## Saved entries
------------------------
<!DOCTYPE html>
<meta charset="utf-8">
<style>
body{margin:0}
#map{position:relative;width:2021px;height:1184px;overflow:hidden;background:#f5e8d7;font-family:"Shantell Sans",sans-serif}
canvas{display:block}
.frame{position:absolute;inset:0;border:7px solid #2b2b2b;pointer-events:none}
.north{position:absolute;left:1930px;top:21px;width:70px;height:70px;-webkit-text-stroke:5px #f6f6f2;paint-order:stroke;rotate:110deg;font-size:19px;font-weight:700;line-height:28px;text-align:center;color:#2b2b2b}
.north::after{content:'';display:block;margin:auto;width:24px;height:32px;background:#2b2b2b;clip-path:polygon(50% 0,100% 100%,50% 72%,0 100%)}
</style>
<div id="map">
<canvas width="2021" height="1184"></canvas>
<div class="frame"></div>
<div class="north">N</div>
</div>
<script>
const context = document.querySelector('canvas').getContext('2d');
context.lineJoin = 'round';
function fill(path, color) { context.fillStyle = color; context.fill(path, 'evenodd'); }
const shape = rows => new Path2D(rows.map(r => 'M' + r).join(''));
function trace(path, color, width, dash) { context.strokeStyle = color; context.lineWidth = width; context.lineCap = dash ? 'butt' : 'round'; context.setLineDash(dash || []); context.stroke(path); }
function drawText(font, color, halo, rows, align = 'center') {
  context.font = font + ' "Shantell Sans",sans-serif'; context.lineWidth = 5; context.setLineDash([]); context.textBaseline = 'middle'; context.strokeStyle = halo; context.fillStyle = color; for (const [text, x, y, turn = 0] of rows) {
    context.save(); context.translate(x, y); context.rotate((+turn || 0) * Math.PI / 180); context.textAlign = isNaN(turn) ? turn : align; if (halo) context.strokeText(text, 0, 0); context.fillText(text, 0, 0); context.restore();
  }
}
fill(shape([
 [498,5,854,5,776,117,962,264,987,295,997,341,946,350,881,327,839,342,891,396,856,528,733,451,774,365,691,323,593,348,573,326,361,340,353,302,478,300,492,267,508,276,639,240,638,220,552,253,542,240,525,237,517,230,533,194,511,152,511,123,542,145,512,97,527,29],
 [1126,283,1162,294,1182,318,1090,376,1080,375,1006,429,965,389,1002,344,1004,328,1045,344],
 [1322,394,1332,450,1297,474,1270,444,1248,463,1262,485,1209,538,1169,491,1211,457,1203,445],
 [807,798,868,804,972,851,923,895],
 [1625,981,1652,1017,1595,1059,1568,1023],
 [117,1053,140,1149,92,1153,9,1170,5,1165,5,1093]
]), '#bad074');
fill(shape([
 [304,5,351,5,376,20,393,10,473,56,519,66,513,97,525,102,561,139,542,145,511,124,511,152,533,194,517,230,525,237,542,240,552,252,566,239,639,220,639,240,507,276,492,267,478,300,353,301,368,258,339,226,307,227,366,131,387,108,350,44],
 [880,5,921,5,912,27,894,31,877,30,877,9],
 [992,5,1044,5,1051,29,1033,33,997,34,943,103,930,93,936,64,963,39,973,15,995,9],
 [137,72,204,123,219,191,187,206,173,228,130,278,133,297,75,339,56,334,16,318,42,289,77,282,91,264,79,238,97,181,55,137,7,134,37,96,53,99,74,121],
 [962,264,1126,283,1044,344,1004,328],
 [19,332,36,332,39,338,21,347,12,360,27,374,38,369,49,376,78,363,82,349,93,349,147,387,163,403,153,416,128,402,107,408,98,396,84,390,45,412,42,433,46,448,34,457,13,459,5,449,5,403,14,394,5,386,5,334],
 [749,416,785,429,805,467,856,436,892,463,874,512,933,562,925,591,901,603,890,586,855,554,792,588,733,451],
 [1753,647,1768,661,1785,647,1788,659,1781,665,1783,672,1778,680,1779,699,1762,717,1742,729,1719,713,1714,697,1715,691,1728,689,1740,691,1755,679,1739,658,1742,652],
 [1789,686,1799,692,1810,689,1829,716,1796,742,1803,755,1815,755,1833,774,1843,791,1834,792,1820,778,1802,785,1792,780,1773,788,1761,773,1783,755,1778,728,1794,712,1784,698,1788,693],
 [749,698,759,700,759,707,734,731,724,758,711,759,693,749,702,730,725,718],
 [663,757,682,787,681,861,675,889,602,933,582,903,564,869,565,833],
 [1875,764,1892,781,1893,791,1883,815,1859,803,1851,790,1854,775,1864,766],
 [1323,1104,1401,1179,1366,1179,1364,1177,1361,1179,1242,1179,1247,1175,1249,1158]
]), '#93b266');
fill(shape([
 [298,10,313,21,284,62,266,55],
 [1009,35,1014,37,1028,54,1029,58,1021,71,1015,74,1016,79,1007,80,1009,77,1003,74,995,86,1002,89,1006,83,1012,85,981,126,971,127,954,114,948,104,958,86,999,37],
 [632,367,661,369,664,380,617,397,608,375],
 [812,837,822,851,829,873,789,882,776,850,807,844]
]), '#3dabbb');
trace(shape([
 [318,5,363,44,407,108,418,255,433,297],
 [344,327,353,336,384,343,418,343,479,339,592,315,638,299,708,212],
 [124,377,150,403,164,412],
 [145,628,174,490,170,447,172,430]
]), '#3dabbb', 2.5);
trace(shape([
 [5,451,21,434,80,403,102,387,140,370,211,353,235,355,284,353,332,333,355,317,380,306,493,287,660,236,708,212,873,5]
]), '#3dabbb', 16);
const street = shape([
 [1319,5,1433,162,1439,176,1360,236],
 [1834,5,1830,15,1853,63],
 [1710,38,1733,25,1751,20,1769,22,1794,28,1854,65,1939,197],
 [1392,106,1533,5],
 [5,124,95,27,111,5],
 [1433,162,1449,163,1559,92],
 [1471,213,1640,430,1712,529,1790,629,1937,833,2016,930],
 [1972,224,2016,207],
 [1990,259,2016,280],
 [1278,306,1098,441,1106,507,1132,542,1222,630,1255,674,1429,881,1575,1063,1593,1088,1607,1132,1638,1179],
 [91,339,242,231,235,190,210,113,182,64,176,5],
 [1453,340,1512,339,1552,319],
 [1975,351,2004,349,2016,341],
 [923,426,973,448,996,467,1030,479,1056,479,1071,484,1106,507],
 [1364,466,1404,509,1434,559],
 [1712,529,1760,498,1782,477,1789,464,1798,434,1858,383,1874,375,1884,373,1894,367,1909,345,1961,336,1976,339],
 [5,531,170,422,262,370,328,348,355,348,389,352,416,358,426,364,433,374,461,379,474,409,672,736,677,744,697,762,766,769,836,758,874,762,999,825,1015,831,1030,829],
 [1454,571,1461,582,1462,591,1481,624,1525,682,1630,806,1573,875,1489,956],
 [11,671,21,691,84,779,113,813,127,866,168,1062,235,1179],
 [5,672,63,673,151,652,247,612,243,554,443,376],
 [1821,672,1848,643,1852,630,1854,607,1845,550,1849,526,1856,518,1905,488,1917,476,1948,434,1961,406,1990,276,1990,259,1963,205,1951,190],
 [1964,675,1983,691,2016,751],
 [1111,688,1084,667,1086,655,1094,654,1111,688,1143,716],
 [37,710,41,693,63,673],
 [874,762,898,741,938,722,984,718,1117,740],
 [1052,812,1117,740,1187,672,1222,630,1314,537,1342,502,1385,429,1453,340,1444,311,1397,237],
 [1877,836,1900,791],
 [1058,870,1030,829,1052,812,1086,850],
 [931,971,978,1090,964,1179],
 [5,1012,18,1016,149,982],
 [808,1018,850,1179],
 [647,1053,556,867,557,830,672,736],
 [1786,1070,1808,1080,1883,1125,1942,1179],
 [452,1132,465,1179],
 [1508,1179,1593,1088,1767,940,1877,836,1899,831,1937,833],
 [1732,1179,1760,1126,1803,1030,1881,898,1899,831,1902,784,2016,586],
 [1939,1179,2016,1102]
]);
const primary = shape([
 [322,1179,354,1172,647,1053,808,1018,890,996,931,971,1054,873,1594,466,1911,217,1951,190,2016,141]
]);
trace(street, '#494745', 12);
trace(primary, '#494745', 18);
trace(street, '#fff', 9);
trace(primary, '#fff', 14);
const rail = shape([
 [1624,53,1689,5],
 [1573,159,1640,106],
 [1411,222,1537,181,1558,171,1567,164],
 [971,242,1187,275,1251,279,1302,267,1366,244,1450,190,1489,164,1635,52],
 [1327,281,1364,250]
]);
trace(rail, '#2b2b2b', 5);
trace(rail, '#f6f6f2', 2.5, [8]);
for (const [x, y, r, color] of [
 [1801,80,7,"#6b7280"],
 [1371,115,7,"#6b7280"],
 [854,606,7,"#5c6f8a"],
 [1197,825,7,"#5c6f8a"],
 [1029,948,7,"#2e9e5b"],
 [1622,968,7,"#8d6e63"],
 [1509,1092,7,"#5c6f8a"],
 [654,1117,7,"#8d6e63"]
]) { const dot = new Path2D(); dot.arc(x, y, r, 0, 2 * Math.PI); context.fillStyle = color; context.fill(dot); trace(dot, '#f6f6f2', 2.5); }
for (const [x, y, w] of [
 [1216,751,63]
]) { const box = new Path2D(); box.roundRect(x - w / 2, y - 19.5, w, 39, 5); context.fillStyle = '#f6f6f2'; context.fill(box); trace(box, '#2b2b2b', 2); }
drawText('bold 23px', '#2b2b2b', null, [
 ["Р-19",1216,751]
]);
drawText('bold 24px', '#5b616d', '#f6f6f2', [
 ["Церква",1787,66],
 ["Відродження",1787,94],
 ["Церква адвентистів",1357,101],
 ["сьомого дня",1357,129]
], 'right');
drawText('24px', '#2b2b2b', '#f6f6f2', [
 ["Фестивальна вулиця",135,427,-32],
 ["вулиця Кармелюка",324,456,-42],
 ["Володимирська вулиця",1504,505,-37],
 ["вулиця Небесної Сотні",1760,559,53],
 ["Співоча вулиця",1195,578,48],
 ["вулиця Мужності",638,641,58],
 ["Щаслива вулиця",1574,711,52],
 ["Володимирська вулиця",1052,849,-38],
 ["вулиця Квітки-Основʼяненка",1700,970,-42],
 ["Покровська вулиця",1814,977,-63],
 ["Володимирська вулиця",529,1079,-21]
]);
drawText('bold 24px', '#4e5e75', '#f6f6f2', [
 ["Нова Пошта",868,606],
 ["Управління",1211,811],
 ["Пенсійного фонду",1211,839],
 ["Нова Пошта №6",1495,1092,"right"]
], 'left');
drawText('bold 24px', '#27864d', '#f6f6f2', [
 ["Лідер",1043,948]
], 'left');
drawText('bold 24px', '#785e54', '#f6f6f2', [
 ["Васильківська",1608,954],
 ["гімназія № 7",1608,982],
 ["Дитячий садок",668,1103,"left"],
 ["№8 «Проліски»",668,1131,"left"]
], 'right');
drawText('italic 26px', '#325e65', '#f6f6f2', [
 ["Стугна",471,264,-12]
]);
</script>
------------------------
## Work request
Your answer should be only the number of lines in the records that hold the word "halo".

## Solution
3